Uno dei corridori che ha fatto una stagione positiva è Michael Storer, lui arrivava dal WorldTour e si è trovato in una formazione nuova, diversa. 

Prima di arrivare qui, Storer ha corso in Groupama per due anni, e ancora prima era alla Sunweb. E’ venuto da noi in Tudor consapevole dei suoi mezzi e delle difficoltà che aveva su certi percorsi. Tuttavia ha fatto un grande step a livello di qualità. Ha iniziato la stagione in Australia, nella corsa di casa, ma ha corso con la maglia della nazionale. Con noi è partito dal UAE Tour e ha portato a casa subito un sesto posto nella generale. 

L’australiano è andato forte tutto l’anno conquistando diverse top 10 nelle varie corse disputate
L’australiano è andato forte tutto l’anno conquistando diverse top 10 nelle varie corse disputate
Ha ottenuto i risultati migliori con te in ammiraglia, che punto di contatto avete trovato?

E’ un ragazzo molto tranquillo, uno che non chiede troppo al team. Direi che si è trovato in un ambiente in cui tutti hanno avuto la massima fiducia verso di lui, al 100 per cento. Ha trovato la serenità, e credo che questa sia la parola perfetta, per andare alle corse al meglio delle sue possibilità. 
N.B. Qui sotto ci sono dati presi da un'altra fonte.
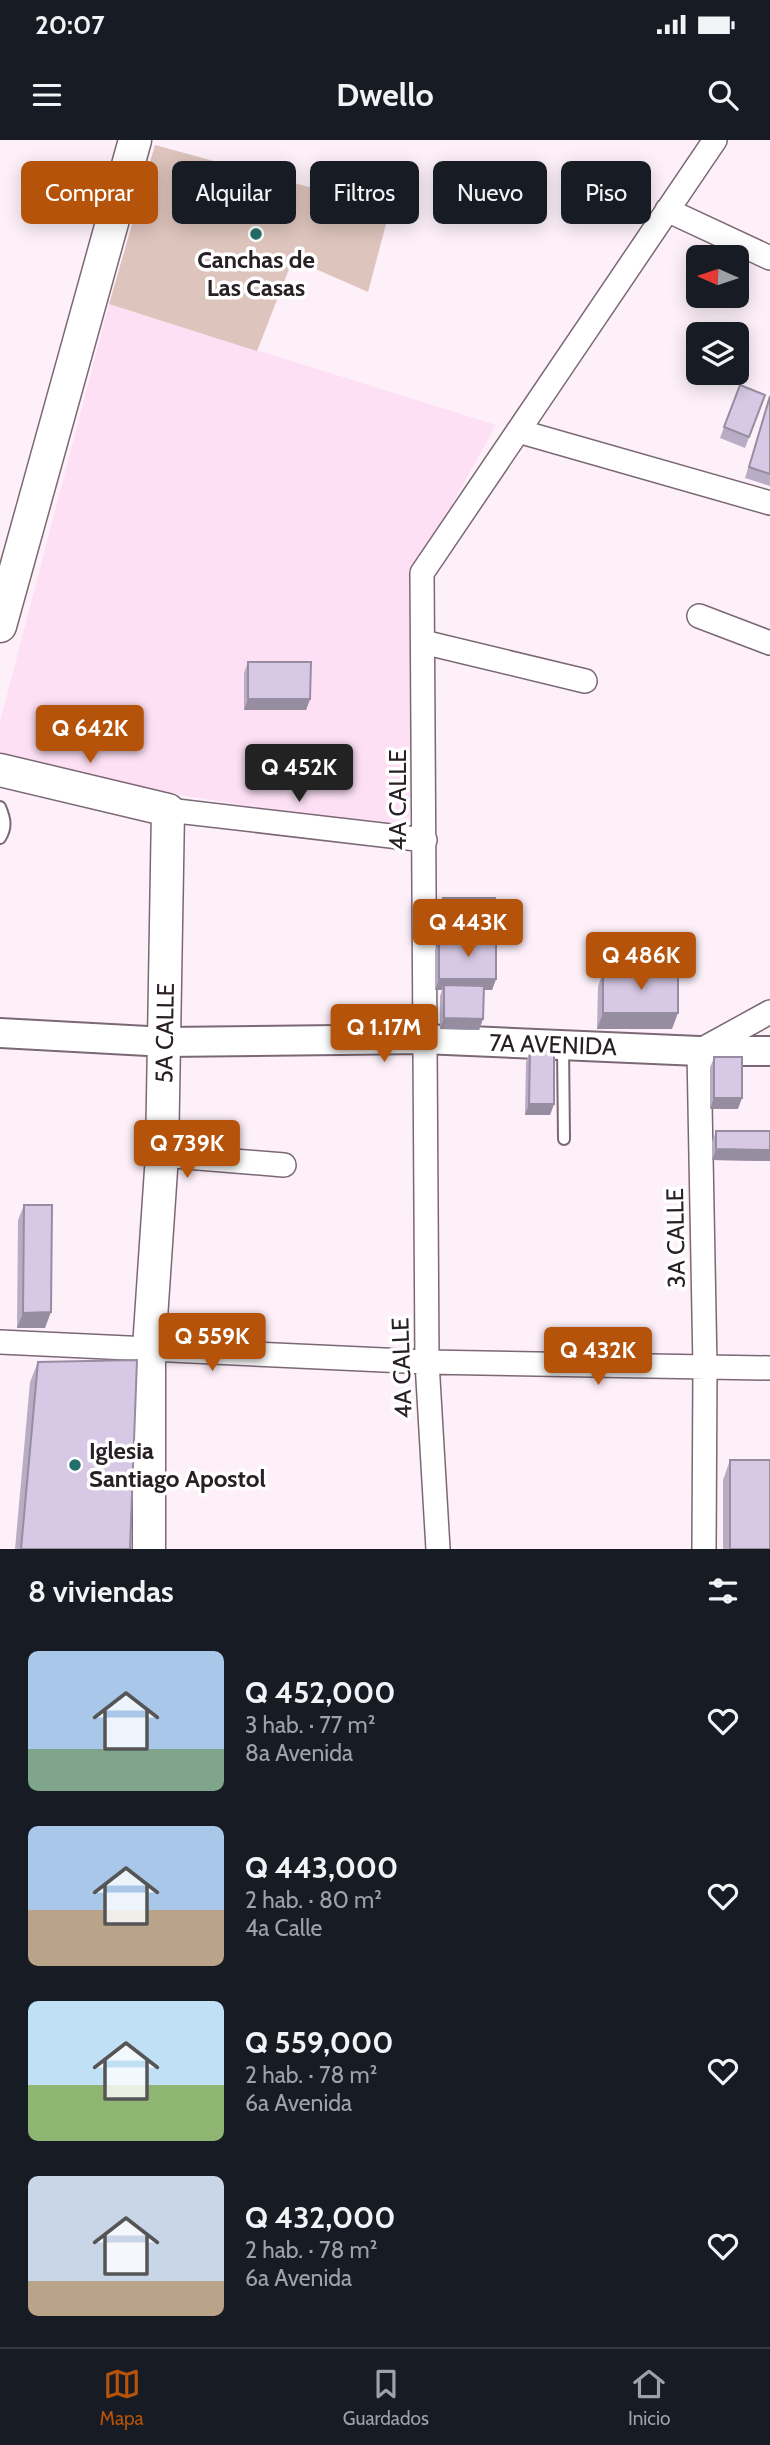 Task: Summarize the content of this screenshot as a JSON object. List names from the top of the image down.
{
  "streets": {
    "main road": ["5A CALLE"],
    "street": ["4A CALLE", "7A AVENIDA", "3A CALLE"]
  },
  "crossings": [
    ["4A CALLE", "7A AVENIDA"],
    ["5A CALLE", "7A AVENIDA"],
    ["7A AVENIDA", "3A CALLE"]
  ],
  "places": ["Canchas de Las Casas", "Iglesia Santiago Apostol"],
  "north": "left",
  "page": {
    "status": "20:07",
    "header": "Dwello",
    "chip": [
      "Comprar",
      "Alquilar",
      "Filtros",
      "Nuevo",
      "Piso"
    ],
    "price": [
      "Q 642K",
      "Q 452K",
      "Q 443K",
      "Q 486K",
      "Q 1.17M",
      "Q 739K",
      "Q 559K",
      "Q 432K"
    ],
    "heading": "8 viviendas",
    "list": [
      {
        "name": "Q 452,000",
        "note": "3 hab. · 77 m² · 8a Avenida"
      },
      {
        "name": "Q 443,000",
        "note": "2 hab. · 80 m² · 4a Calle"
      },
      {
        "name": "Q 559,000",
        "note": "2 hab. · 78 m² · 6a Avenida"
      },
      {
        "name": "Q 432,000",
        "note": "2 hab. · 78 m² · 6a Avenida"
      }
    ],
    "tabs": ["Mapa", "Guardados", "Inicio"]
  }
}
Guardando ai risultati si può dire che la sua forza è stata la costanza. 

Il suo obiettivo stagionale era il Giro d’Italia, dal quale è uscito con una top 10 di tutto rispetto. La chiave è stata proprio la costanza: considerate che al primo arrivo in salita a Oropa è arrivato sesto, e alla tappa del Grappa nono. Anche una volta rientrato al Czech Tour e poi a Burgos ha mantenuto il trend positivo, con un sesto e un quinto posto nella generale. Storer ha trovato l’ambiente giusto, con compagni e staff ha una bella intesa. E questo gli ha permesso di essere sempre performante, dal primo febbraio ad ora. 

In salita Storer è sempre stato con i migliori, pagando solamente pochi secondi dai primi
In salita Storer è sempre stato con i migliori, pagando solamente pochi secondi dai primi
Si è visto, considerando anche il 13° posto al Lombardia…
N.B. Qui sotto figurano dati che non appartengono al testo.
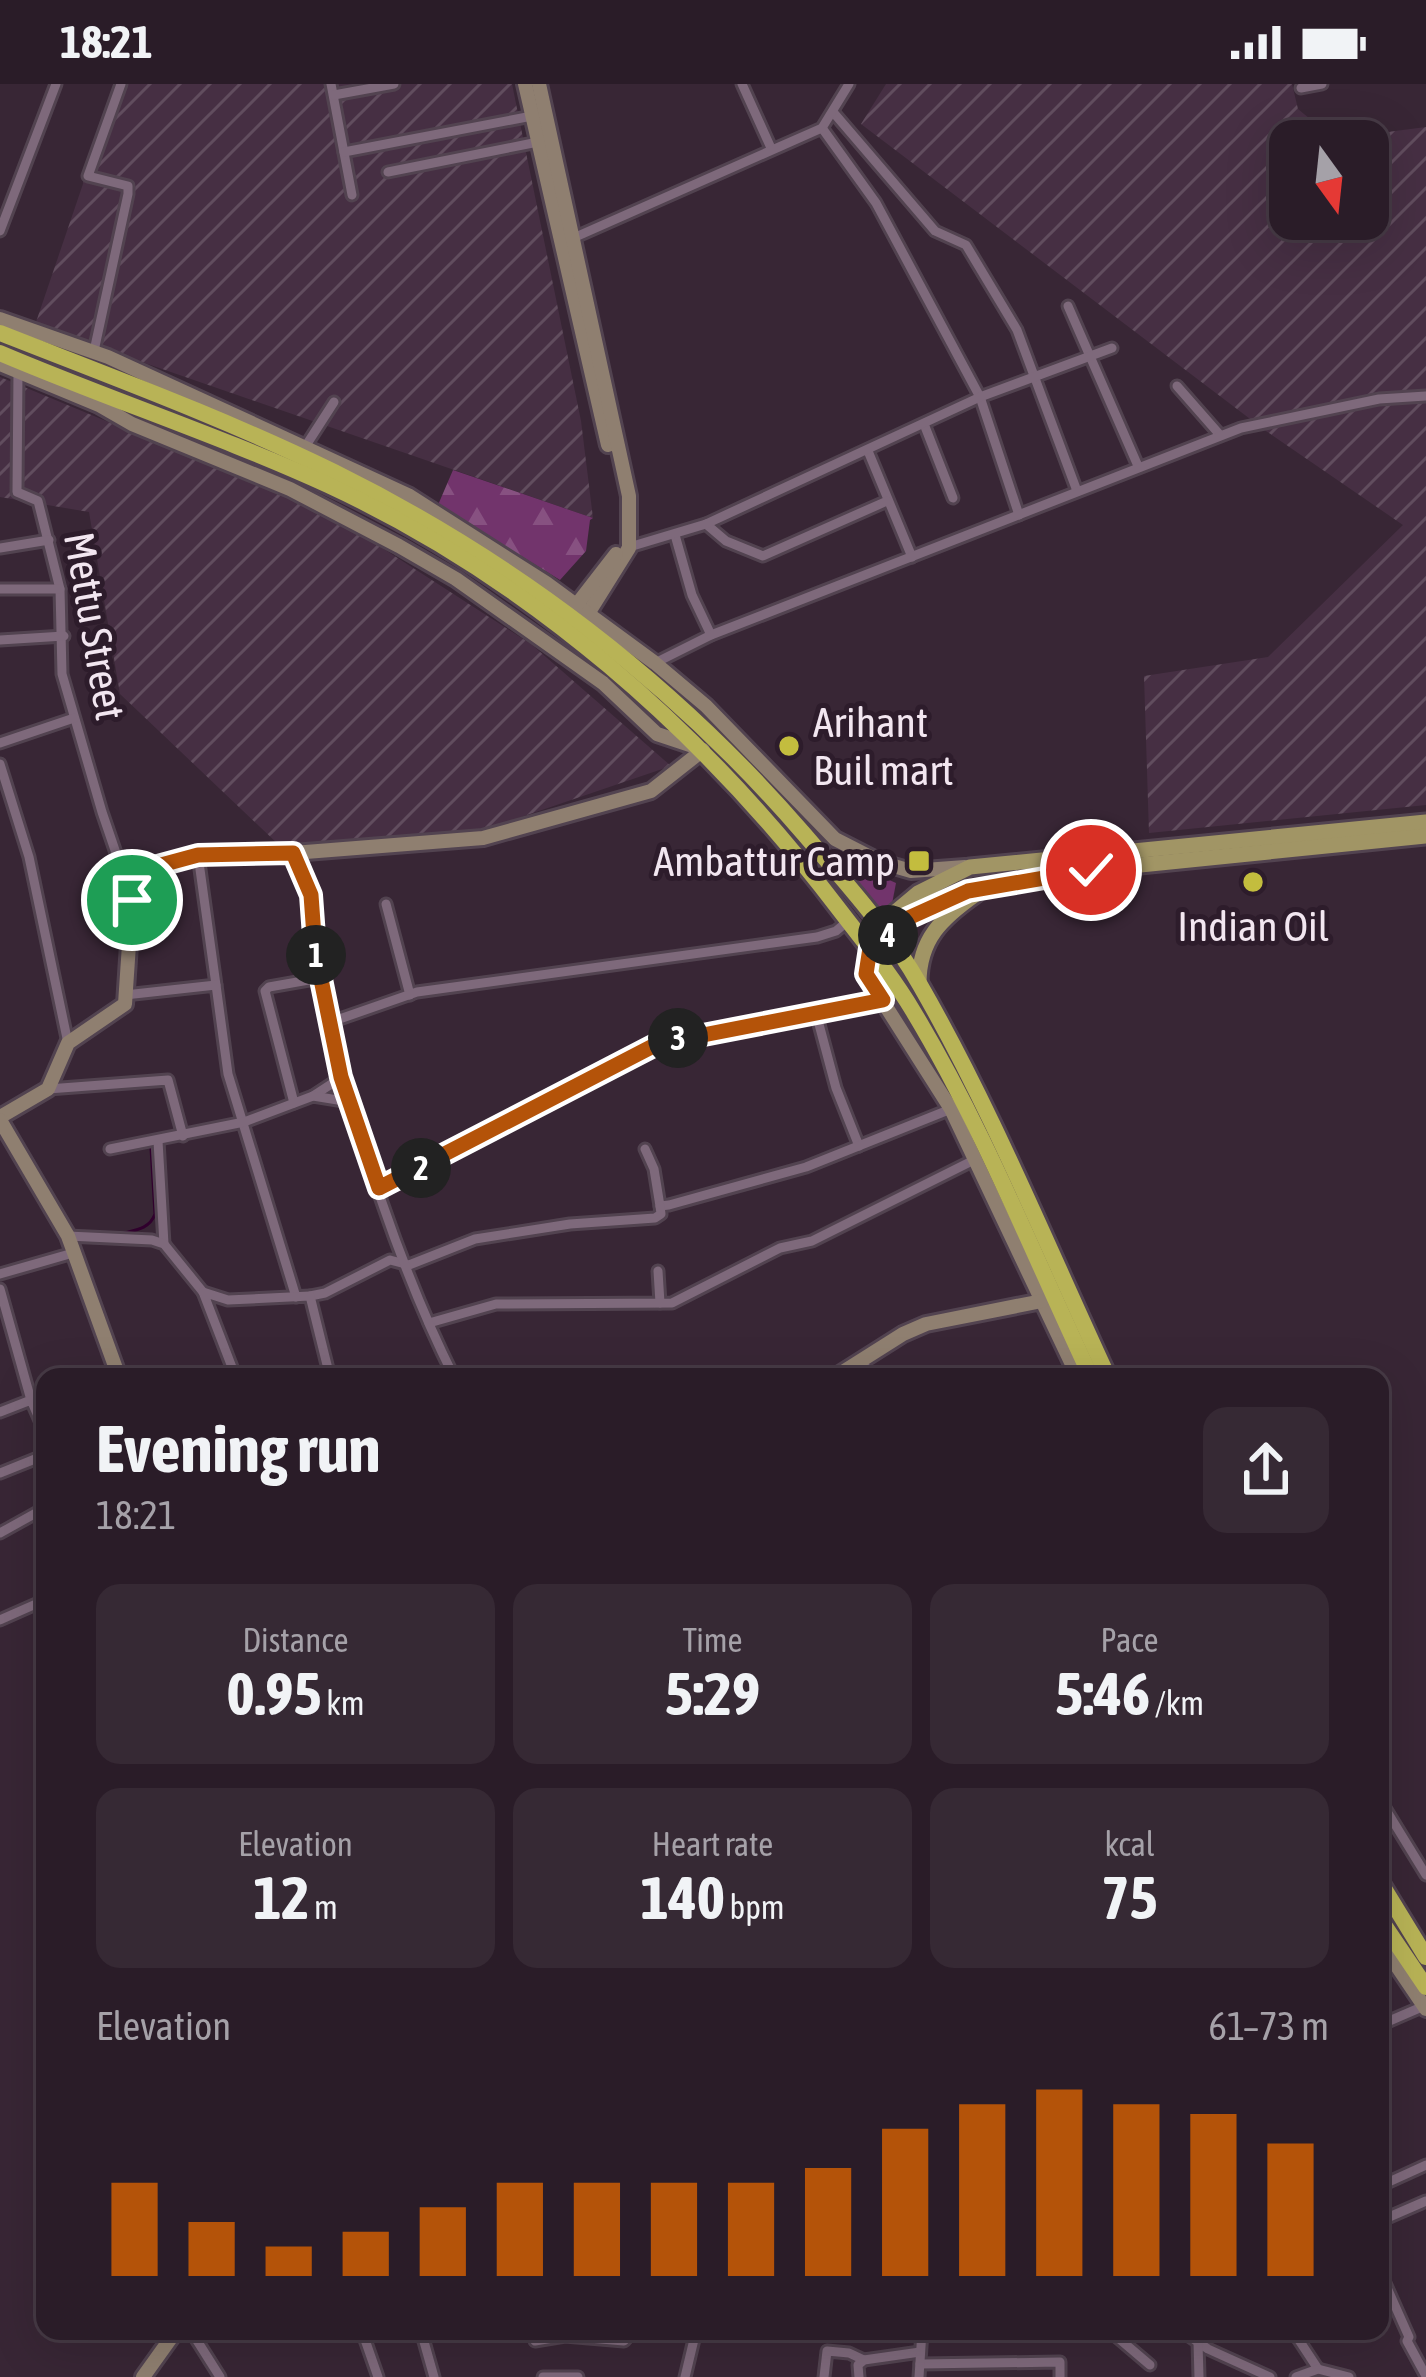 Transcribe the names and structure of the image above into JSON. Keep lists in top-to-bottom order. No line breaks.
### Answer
{"streets":{"street":["Mettu Street"]},"places":{"other":["Arihant Buil mart","Indian Oil"],"transit":["Ambattur Camp"]},"north":"bottom","page":{"status":"18:21","pins":["4","1","3","2"],"heading":["Evening run","18:21"],"stats":[["Distance","0.95 km"],["Time","5:29"],["Pace","5:46 /km"],["Elevation","12 m"],["Heart rate","140 bpm"],["kcal","75"]],"chart":["Elevation","61–73 m"]}}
Sulla Colma di Sormano insieme a Pogacar, Evenepoel e Mas c’era anche lui. In salita è uno dei primi e lo si è visto anche al Giro. Alla corsa rosa quando c’era selezione lui era lì con i primi. Un conto è arrivare decimo di rincorsa, un altro conto è arrivare decimo perché ci sei e reggi il confronto. 
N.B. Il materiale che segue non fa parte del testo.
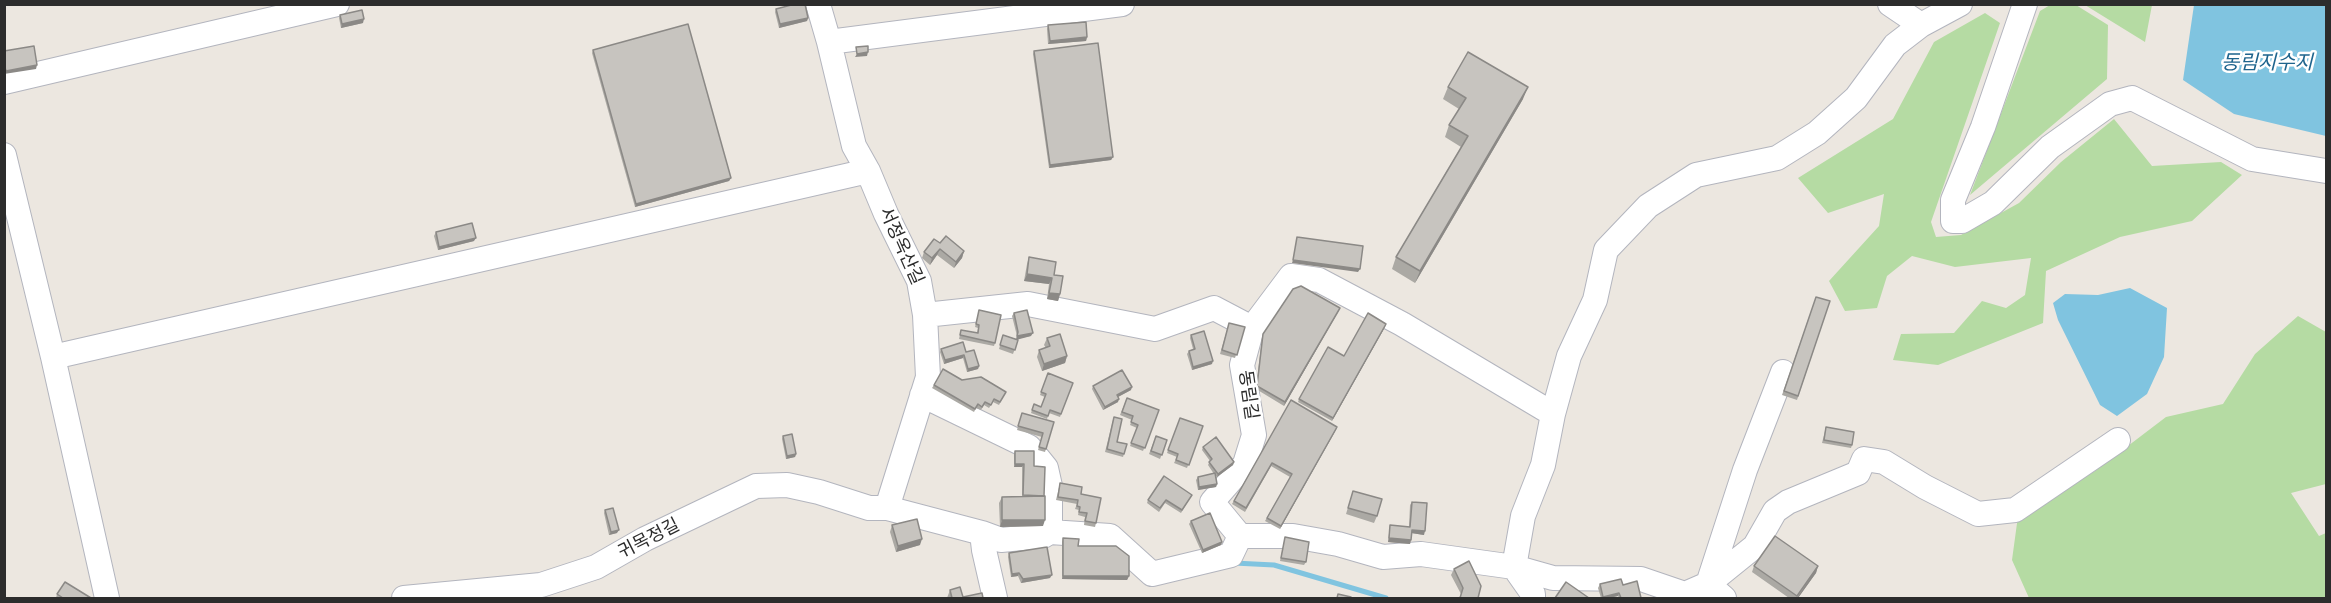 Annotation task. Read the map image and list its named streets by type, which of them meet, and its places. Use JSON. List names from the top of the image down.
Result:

Nel 2024 ha curato per la prima volta la classifica in una corsa di tre settimane, cosa gli manca per fare un ulteriore step?

Il suo più grande tallone d’Achille è la cronometro. Deve migliorare tanto nella posizione e nel fare sacrifici a casa allenandosi parecchio in questa disciplina. Se guardo ai minuti persi nelle due cronometro al Giro mi sento male. Per fortuna ha ampi margini di miglioramento, anche in altri punti.

Il suo vero punto debole è la cronometro, sulla quale dovrà lavorare in vista del 2025
Il suo vero punto debole è la cronometro, sulla quale dovrà lavorare in vista del 2025
Quali?

La posizione in gruppo è uno di questi. A volte corre troppo indietro e spende molto per risalire e riportarsi nelle prime posizioni. Storer ha un grande margine di crescita, per questo siamo molto fiduciosi. In più con l’arrivo di corridori forti ed esperti come Alaphilippe e Hirschi avrà modo di crescere e imparare da loro. Siamo contenti del team che si sta andando a formare e non vedo l’ora di lavorarci insieme. Ma prima le meritate vacanze.